Days later, out of the blue, I get a phone call from a guy named Jimmy. I did not know anyone named Jimmy. He said he got my number from his friend, who went out with me once. We talked for hours, and on a whim, I asked if he would be my prom date. To my surprise, he agreed. Part of me thought that he would stand me up. But there he was, picking me up with a corsage in hand.
I told my parents I was attending the school sponsored Post Prom party. You know, an alcohol free, drug free party. In other words, boring. Instead, my friends and I got a few hotel rooms. We drank, we smoked weed. It was a blast. So many times before, I smoked weed and could absolutely not get high, no matter how much I smoked. It was like it did not affect me at all. But this time, Maja’s date rolled the fattest joint I’ve ever seen, and I was as high as a kite.

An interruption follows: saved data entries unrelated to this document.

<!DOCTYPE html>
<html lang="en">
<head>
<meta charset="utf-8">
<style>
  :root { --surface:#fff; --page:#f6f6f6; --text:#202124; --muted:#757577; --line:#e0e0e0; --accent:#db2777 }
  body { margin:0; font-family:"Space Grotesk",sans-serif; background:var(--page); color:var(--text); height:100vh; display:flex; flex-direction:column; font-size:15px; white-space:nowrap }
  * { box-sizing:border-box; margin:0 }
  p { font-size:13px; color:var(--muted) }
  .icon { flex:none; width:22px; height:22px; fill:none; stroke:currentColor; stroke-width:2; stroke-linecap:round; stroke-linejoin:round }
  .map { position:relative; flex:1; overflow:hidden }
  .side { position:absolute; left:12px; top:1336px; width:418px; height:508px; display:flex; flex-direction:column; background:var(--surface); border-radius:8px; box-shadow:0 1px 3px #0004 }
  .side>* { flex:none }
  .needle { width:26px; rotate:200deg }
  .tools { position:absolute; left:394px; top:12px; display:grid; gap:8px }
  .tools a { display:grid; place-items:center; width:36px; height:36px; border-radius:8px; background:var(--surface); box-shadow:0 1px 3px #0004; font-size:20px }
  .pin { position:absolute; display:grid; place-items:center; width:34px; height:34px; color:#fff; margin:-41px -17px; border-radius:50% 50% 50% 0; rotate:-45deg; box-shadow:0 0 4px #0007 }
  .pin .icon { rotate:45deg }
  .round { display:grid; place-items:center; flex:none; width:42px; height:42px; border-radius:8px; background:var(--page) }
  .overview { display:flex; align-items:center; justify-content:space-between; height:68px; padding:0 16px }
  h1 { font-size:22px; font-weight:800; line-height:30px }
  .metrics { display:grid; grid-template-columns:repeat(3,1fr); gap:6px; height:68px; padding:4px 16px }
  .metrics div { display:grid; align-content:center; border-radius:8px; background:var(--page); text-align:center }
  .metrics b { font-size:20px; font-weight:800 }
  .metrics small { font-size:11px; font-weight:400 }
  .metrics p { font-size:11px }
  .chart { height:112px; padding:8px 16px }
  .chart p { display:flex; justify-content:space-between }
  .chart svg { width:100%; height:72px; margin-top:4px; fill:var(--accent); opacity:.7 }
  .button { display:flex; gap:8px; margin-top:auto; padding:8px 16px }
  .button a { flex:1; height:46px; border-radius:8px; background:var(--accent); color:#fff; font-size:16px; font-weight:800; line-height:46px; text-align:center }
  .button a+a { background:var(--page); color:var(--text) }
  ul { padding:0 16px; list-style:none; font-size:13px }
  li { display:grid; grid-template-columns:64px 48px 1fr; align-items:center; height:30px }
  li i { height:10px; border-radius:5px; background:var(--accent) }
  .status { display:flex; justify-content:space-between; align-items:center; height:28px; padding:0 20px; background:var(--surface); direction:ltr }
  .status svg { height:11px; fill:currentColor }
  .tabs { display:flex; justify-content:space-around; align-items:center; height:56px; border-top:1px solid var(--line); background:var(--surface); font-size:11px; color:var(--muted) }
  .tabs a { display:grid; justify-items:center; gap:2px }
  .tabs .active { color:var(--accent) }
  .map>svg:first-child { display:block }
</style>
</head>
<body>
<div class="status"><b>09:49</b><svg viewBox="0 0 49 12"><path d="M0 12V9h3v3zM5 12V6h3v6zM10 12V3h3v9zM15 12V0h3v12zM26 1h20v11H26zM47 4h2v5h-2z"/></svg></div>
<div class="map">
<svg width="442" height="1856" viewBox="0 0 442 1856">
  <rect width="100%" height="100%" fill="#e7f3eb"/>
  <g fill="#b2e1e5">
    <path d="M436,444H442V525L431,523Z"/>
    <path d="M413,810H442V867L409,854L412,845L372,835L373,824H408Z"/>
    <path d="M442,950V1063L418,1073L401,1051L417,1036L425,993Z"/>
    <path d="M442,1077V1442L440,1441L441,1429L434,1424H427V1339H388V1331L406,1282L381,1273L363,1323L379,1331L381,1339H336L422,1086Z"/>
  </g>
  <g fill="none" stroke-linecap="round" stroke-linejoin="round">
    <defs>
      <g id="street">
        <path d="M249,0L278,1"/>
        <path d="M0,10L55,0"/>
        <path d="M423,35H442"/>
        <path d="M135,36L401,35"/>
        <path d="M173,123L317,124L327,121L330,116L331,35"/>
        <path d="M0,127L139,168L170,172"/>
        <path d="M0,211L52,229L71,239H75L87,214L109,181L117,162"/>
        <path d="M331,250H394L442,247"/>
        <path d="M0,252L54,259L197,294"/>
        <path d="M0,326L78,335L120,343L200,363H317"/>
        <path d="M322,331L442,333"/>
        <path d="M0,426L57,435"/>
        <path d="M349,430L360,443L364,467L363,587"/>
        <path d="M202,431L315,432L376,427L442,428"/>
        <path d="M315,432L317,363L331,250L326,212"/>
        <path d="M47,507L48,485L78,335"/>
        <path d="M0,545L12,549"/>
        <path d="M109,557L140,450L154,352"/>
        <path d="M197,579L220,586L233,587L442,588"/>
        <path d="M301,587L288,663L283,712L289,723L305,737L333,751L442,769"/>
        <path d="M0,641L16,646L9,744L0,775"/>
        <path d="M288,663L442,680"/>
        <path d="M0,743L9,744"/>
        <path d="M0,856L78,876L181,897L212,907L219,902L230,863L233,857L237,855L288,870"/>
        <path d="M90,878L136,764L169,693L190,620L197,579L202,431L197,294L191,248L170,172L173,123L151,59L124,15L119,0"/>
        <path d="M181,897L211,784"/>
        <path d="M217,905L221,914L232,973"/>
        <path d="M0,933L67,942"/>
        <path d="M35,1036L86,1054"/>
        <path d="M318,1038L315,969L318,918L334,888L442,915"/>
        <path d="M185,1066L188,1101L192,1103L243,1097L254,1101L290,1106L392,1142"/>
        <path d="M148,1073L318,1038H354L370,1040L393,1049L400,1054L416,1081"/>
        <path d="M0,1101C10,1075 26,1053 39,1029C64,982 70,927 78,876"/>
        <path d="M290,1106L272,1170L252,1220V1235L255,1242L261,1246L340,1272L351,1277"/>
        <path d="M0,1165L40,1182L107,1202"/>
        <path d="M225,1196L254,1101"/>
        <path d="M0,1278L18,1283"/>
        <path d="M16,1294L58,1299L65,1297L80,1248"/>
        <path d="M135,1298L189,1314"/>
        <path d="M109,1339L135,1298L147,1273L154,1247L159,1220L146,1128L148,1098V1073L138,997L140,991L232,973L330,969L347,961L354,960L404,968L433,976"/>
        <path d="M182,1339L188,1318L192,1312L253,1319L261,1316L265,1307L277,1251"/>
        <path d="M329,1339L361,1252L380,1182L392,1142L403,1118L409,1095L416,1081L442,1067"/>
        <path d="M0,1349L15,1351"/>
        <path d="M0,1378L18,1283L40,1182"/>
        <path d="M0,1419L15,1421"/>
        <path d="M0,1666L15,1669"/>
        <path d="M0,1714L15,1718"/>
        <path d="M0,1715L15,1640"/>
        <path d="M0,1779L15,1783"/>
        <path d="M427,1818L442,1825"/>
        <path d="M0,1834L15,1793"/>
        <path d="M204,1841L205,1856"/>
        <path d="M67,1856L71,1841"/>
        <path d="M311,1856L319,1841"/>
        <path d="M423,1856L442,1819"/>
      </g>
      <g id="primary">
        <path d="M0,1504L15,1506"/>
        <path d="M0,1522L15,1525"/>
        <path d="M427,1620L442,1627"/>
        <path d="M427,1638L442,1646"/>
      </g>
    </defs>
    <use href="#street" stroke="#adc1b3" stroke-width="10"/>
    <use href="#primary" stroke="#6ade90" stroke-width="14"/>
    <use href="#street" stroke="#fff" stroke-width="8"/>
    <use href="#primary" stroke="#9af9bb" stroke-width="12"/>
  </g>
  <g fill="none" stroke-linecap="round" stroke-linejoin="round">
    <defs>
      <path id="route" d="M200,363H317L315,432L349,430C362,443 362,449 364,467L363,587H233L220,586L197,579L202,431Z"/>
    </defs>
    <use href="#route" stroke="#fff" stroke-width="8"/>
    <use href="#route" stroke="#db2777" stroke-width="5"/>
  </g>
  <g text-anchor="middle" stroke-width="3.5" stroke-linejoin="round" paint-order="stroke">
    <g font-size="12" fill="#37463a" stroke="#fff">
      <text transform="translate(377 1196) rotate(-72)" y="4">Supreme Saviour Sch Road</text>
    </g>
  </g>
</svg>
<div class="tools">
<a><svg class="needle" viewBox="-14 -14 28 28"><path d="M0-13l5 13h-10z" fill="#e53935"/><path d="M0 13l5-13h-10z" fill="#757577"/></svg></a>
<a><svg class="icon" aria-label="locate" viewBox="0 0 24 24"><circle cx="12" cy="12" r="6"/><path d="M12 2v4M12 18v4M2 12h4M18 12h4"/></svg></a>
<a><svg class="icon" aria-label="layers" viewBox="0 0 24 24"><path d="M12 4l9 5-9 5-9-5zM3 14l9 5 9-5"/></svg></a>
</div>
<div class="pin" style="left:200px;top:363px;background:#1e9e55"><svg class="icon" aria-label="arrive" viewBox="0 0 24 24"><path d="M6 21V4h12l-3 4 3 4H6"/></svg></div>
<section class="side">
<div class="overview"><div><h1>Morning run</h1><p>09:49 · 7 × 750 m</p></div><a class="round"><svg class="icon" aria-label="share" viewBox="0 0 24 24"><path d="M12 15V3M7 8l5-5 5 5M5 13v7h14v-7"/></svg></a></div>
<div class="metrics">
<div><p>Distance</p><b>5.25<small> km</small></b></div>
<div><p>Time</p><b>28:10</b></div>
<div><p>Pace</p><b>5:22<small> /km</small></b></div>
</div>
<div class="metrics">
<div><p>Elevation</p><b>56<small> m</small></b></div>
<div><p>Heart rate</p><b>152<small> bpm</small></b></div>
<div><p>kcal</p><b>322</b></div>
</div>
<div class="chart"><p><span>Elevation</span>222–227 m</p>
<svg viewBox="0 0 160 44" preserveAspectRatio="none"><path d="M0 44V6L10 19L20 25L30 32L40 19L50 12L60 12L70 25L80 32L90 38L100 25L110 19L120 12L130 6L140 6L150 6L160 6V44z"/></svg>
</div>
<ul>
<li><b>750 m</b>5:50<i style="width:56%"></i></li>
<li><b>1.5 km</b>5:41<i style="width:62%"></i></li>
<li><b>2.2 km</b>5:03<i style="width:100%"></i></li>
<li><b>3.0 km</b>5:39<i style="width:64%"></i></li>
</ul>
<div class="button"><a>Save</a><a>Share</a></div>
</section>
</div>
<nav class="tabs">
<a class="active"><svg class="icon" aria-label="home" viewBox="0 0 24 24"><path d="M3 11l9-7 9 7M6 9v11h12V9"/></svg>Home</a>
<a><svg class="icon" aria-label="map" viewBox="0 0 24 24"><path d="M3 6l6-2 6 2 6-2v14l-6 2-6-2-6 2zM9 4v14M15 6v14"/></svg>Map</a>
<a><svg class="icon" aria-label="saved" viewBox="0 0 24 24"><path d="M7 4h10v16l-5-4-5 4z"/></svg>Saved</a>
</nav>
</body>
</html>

Graduation brought upon some intense emotions. Kelly went to Vegas in May (her 18th birthday) to marry Richard. After graduation, they moved to Texas, where he grew up. They had a baby the following May, and I secretly hated her. She was my best friend and I hated that Richard took her away from me. We talked on the phone often at first, but our time slowly dwindled, as we both started making new friends and living on opposite sides of the country.
The summer before I started college at Loyola University Chicago, I spent as much time as possible with Maja and Erika. They were both headed to Southern Illinois University, a college with a reputation for being a party school. Not to mention, it was five hours away from me. They were going to be roommates in the dorms. Once more, I was angry at them. I wanted to be with them. I wanted to go away to college and have my college experience. However, because my siblings all commuted to college and because my parents were strict, my options for college were Loyola or DePaul, both about thirty minutes from our home. It so happens that my brother went to Loyola and both sisters went to DePaul. Even though I was not explicitly told this, I knew these were my only two choices. The college experience, and my freshman fifteen, would have to wait.